Dobra robota. Sam byłem tym nie uważającym inteligentnym dzieckiem. Mama była sama, (o starym szkoda gadać) i uznała, że nie chce mnie stygmatyzować. Jestem po 15 latach pracy w rzeźni, 3 nieudanych podejściach do studiów, nerwica, depresja, itd, full opcja.


Jestem właśnie w 8-mym miesiącu diagnozy ADHD/autyzmu, (w Norwegii).
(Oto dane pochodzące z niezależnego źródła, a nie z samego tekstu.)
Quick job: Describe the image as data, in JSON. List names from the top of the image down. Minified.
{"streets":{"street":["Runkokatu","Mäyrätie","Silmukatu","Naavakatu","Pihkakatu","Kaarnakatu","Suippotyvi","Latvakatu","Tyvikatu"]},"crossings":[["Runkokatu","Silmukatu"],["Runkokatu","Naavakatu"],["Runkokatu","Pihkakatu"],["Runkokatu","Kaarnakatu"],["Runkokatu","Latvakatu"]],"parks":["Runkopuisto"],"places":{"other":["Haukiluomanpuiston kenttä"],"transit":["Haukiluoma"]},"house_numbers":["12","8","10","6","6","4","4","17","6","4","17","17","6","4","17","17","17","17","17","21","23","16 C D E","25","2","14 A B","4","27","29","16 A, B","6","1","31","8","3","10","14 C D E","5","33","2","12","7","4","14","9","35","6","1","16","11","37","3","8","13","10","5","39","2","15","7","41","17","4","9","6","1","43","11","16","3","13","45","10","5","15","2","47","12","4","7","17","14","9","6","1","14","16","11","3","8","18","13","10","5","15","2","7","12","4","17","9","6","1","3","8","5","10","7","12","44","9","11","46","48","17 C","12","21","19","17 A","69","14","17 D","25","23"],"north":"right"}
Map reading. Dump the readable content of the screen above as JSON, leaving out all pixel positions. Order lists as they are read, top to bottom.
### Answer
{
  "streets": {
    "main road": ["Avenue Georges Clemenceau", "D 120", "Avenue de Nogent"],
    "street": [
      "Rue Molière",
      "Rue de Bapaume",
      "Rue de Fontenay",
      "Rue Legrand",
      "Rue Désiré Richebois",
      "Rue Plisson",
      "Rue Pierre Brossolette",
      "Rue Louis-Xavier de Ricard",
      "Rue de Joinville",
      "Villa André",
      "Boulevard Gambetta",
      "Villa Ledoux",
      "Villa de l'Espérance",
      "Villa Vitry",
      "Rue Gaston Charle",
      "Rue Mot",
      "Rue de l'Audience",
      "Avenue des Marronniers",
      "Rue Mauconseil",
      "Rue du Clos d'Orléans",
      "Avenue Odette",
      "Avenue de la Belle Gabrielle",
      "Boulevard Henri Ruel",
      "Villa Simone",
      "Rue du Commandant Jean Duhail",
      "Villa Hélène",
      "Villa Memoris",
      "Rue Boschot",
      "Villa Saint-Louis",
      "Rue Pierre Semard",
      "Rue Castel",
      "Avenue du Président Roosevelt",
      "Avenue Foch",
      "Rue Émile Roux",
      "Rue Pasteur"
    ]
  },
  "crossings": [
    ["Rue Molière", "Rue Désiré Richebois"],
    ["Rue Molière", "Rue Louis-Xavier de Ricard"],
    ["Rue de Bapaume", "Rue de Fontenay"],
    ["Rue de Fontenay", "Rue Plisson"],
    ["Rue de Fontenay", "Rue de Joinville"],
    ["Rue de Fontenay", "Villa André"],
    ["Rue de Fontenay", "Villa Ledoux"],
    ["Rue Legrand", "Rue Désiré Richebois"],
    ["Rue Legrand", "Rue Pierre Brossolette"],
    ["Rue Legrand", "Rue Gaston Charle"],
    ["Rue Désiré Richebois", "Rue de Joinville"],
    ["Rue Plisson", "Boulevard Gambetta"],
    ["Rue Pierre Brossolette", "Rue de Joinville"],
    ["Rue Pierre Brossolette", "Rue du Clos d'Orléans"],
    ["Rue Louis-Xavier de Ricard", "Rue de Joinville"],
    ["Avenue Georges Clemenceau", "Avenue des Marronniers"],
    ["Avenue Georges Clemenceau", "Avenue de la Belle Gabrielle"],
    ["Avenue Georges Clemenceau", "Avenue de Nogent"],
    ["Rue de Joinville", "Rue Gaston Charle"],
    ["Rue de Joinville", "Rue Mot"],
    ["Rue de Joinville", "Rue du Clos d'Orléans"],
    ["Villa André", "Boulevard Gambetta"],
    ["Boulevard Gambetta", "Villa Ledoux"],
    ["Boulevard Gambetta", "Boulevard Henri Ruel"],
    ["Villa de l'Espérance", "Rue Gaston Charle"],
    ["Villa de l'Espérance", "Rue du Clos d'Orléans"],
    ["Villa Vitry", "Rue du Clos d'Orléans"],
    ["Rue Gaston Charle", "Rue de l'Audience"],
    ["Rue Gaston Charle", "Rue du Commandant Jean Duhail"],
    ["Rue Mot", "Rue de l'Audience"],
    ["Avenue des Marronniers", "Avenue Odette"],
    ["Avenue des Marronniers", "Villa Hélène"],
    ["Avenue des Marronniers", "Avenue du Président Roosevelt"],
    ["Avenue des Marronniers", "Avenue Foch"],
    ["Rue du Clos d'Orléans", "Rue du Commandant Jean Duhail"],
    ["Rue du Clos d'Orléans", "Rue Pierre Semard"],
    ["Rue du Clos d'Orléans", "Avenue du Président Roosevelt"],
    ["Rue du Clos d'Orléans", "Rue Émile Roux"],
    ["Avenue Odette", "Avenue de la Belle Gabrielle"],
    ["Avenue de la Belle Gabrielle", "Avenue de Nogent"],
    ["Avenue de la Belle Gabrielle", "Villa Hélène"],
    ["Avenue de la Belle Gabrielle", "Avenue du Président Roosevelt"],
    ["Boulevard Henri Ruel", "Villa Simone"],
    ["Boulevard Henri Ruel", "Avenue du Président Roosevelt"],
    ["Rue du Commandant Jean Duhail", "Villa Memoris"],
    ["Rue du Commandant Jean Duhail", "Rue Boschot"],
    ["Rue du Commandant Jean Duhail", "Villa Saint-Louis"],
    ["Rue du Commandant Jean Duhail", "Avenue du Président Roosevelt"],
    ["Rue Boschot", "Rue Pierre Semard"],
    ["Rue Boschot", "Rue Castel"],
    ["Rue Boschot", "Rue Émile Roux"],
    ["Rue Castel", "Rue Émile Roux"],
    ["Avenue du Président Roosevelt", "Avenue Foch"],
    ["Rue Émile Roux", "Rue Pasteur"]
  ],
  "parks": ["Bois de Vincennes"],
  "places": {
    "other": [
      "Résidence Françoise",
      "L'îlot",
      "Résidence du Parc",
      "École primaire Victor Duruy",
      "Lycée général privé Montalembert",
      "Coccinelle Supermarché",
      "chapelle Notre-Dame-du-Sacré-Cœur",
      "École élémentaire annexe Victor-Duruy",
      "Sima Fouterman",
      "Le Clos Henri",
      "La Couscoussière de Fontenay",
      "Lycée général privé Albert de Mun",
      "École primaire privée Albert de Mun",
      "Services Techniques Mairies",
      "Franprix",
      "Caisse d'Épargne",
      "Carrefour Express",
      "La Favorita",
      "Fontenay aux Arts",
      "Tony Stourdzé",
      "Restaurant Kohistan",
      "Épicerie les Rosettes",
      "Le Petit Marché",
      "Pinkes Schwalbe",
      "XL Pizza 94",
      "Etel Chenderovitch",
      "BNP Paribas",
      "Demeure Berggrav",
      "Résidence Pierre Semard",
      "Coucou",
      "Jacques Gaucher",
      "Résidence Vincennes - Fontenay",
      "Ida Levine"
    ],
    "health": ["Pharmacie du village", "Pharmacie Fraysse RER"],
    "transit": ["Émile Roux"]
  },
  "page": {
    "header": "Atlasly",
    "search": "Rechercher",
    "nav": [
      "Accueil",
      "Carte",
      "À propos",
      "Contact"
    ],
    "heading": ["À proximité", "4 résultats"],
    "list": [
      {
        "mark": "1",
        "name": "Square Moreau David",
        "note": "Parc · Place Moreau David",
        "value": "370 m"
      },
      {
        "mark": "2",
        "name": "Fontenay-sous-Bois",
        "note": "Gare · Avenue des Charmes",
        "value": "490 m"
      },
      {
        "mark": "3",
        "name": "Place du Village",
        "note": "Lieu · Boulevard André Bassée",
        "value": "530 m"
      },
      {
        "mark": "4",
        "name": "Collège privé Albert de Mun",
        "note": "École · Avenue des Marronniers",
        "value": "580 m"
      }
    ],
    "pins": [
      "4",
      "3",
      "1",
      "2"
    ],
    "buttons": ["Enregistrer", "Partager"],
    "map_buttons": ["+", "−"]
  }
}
Są to zaburzenia pokrewne, trudne do diagnozy u dorosłych.

W c⁎⁎j ciężko było się dostać do lekarza nie mając za sobą prób samobójczych i pobytu na odwyku.

Państwowi psycholodzy podchodzą do diagnozy bardzo rzetelnie i najpierw wyklucza się wszytko co może dawać objawy podobne do ADHD.


W Polsce diagnoza dorosłych z ADHD jest robiona jednak trochę bardziej "na zamówienie" bez tak wnikliwego przyglądania się innym rzeczom typu możliwe traumy z dzieciństwa itp.


Najlepsze jest to, że licząc na wynik w ciągu miesiąca (minęło już zapisałem się na 4-te studia. I używając wiedzy z psychologii (o motywacji), neurobiologii (działanie neuroprzekaźników), o regulacji snu (używając Oura Ringa) oraz po prostu będąc dużo starszym (co samo w sobie daje ogar) zbliżam się do końca pierwszego roku/semestru.